### WHAT THIS TASK INVOLVES
Across the data below, in how many lines does the word "JSON" appear? Give only the number.

### Collected data entries
==============================

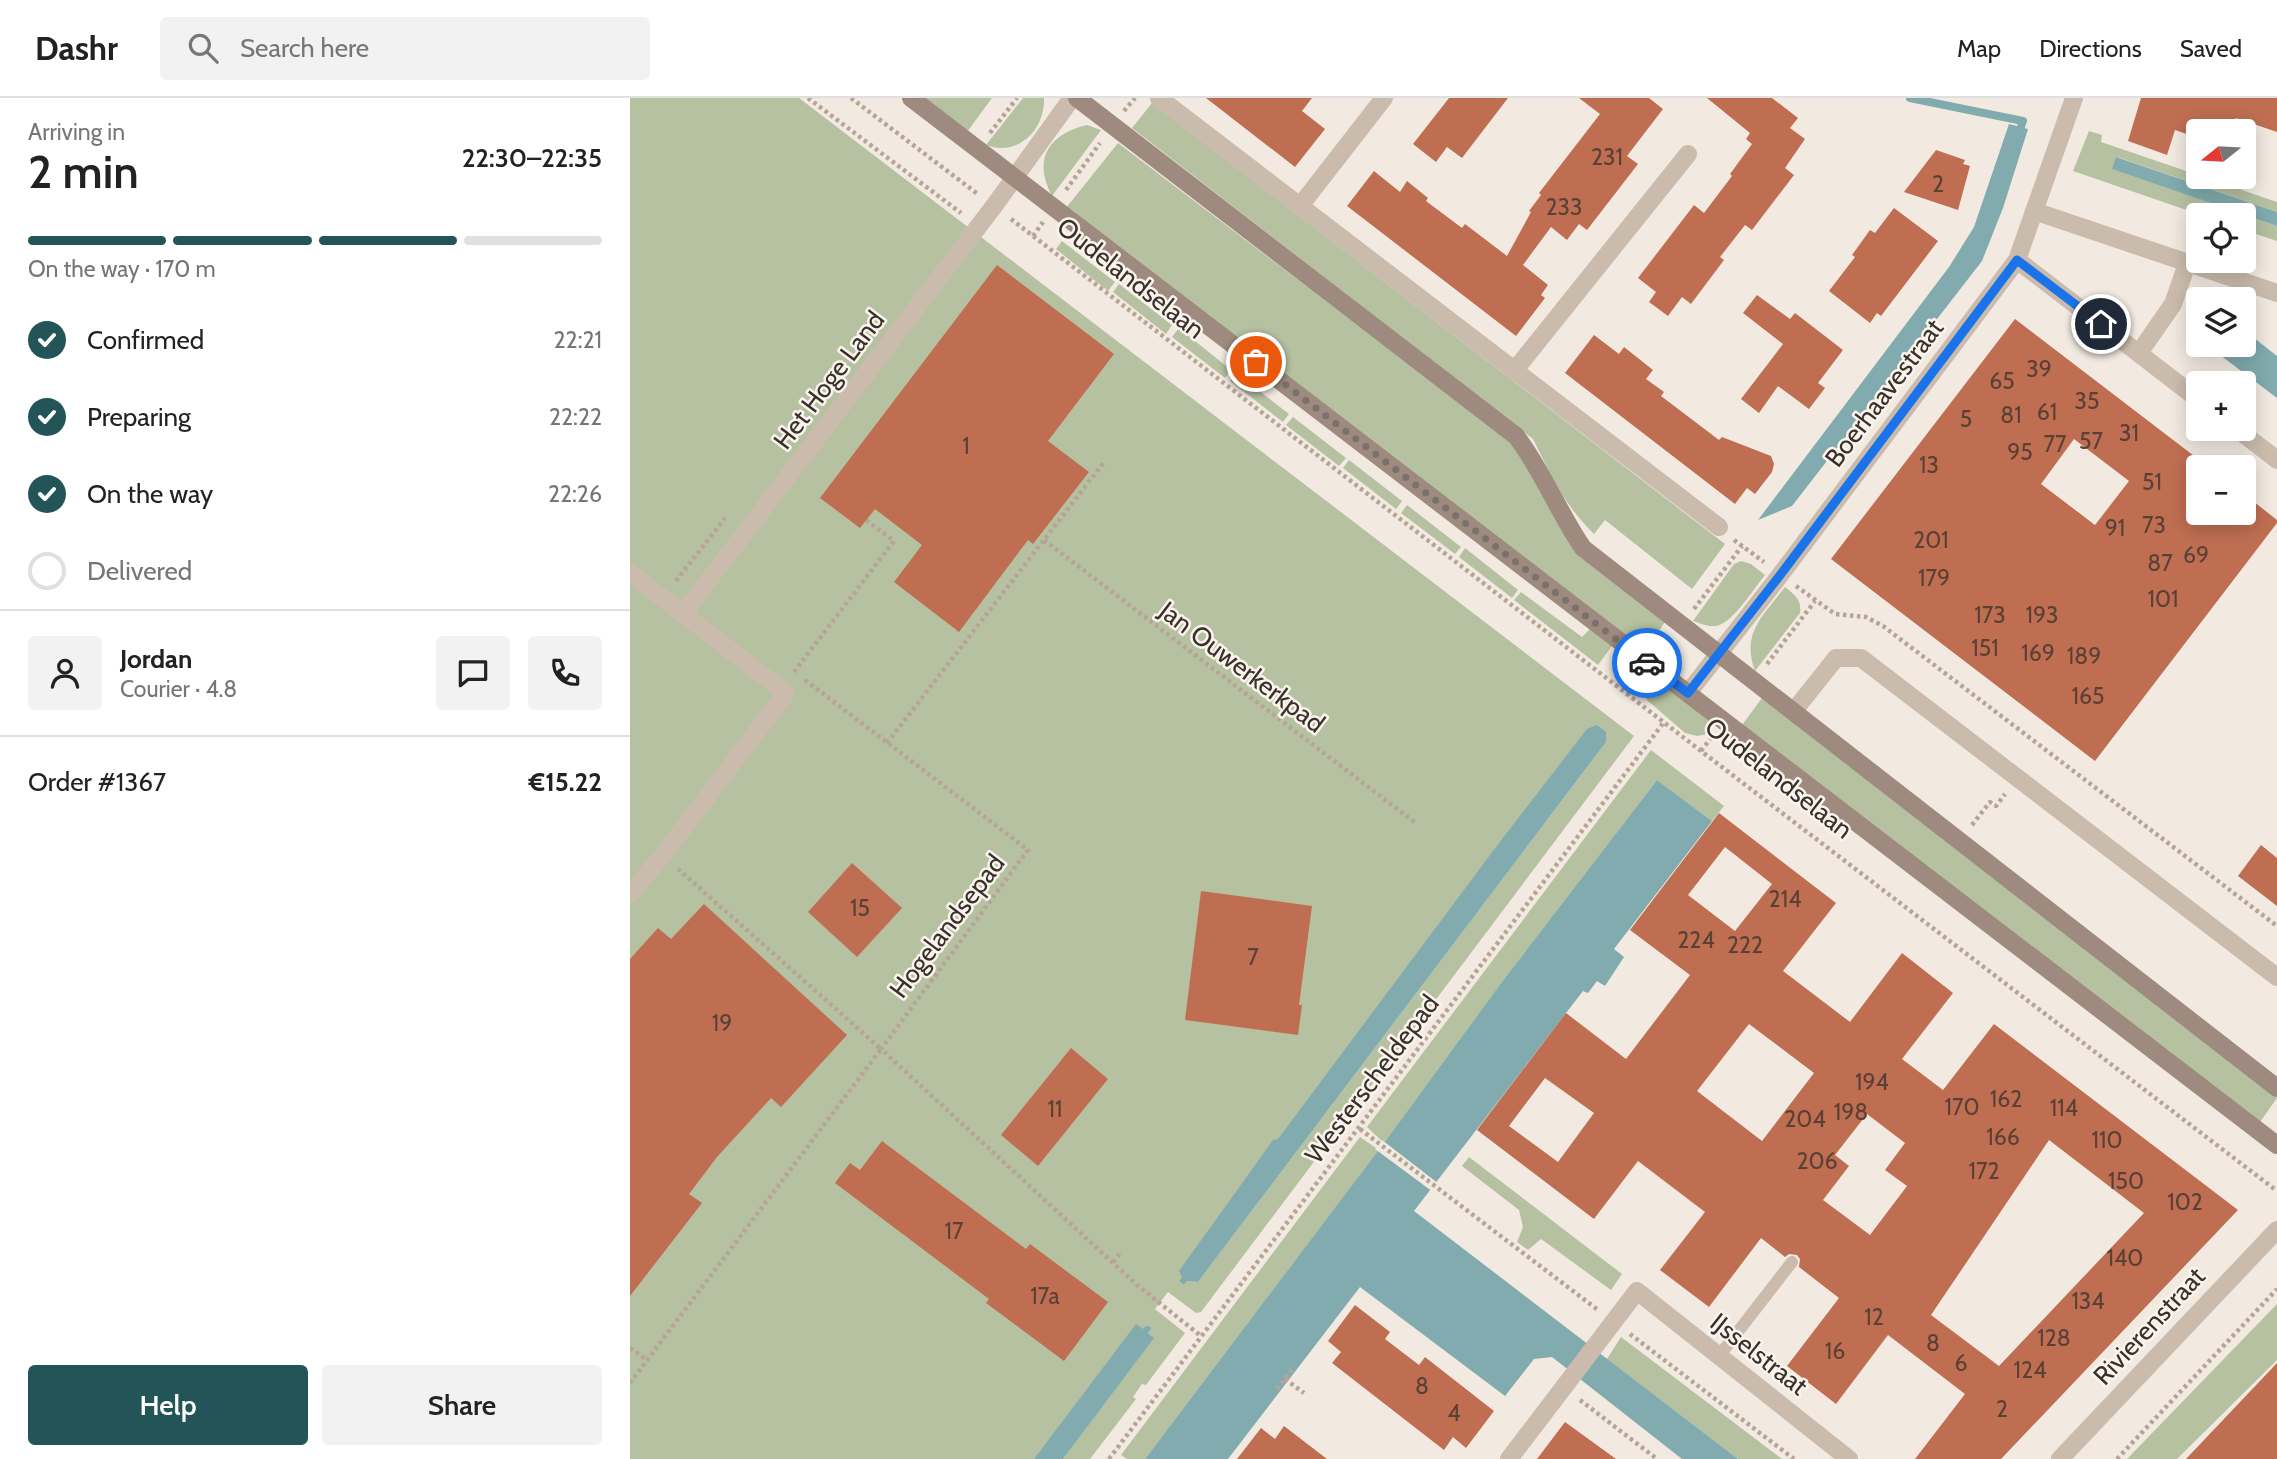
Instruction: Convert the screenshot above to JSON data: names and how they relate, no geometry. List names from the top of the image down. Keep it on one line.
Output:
{"streets":{"street":["Oudelandselaan","Het Hoge Land","Boerhaavestraat","Rivierenstraat","IJsselstraat"],"path":["Jan Ouwerkerkpad","Hogelandsepad","Westerscheldepad"]},"crossings":[["Oudelandselaan","Het Hoge Land"],["Oudelandselaan","Boerhaavestraat"],["Oudelandselaan","Westerscheldepad"]],"house_numbers":["231","2","233","39","65","35","61","81","5","31","57","77","1","95","13","51","73","91","201","69","87","179","101","173","193","151","169","189","165","214","15","224","222","7","19","194","162","170","114","11","198","204","166","110","206","172","150","102","17","140","17a","134","12","128","8","16","6","124","8","2","4"],"north":"left","page":{"header":"Dashr","search":"Search here","nav":["Map","Directions","Saved"],"heading":["2 min","Arriving in","22:30–22:35"],"panel":["Jordan","Courier · 4.8","Order #1367","€15.22"],"map_buttons":["+","−"],"bar":"On the way · 170 m","list":[["Confirmed","22:21"],["Preparing","22:22"],["On the way","22:26"],"Delivered"],"buttons":["Help","Share"]}}
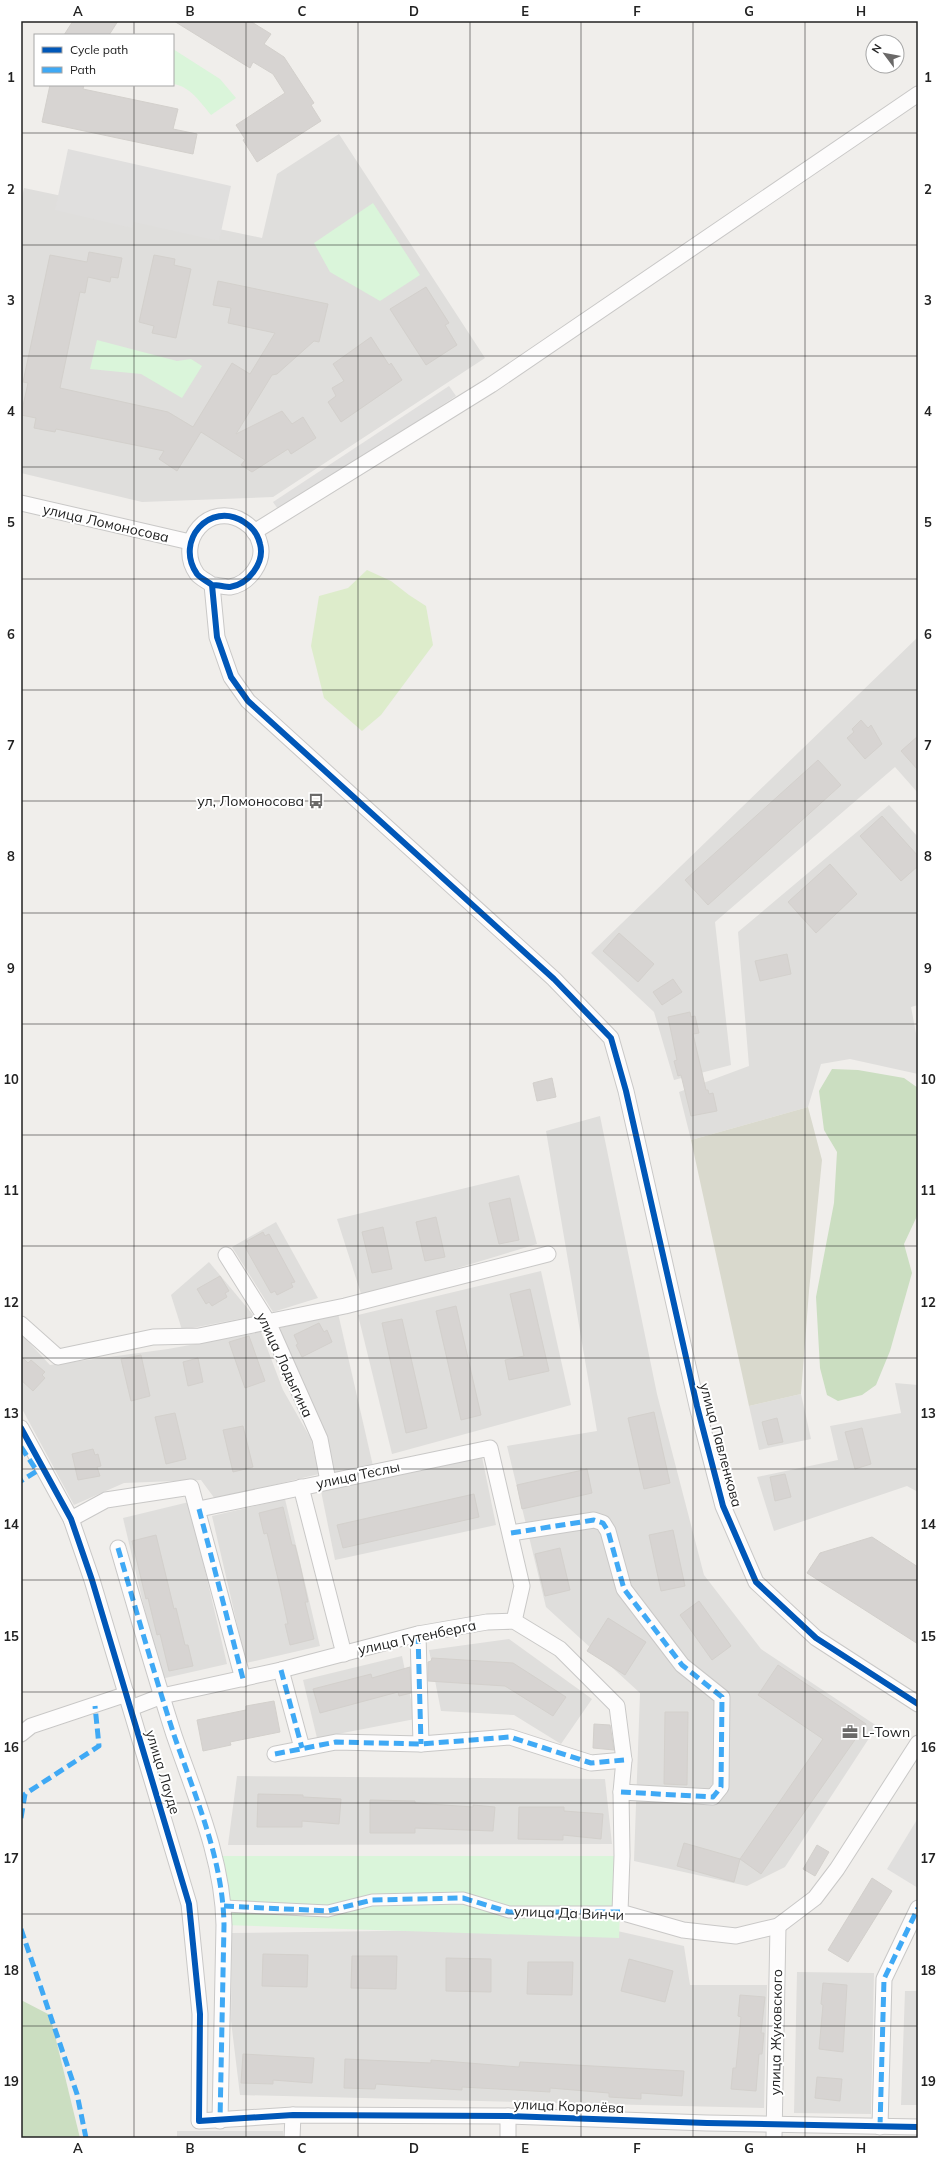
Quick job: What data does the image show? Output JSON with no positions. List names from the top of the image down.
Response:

==============================

### ANSWER TO THE EXERCISE
2